> _Exercise prompt_
Print each record below exactly as it appears.

(Stored data entries)
______________________________

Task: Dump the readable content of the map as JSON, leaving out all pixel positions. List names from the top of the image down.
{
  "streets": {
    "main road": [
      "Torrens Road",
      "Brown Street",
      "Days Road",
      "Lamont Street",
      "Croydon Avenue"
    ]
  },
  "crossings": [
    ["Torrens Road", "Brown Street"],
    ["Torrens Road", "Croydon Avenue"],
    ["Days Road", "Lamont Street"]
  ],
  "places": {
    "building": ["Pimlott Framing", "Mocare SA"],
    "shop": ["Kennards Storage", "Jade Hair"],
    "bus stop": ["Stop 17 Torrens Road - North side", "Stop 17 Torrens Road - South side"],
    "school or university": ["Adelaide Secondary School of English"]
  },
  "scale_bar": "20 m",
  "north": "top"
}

______________________________

> _Output of the task_
Task: Dump the readable content of the map as JSON, leaving out all pixel positions. List names from the top of the image down.
{
  "streets": {
    "main road": [
      "Torrens Road",
      "Brown Street",
      "Days Road",
      "Lamont Street",
      "Croydon Avenue"
    ]
  },
  "crossings": [
    ["Torrens Road", "Brown Street"],
    ["Torrens Road", "Croydon Avenue"],
    ["Days Road", "Lamont Street"]
  ],
  "places": {
    "building": ["Pimlott Framing", "Mocare SA"],
    "shop": ["Kennards Storage", "Jade Hair"],
    "bus stop": ["Stop 17 Torrens Road - North side", "Stop 17 Torrens Road - South side"],
    "school or university": ["Adelaide Secondary School of English"]
  },
  "scale_bar": "20 m",
  "north": "top"
}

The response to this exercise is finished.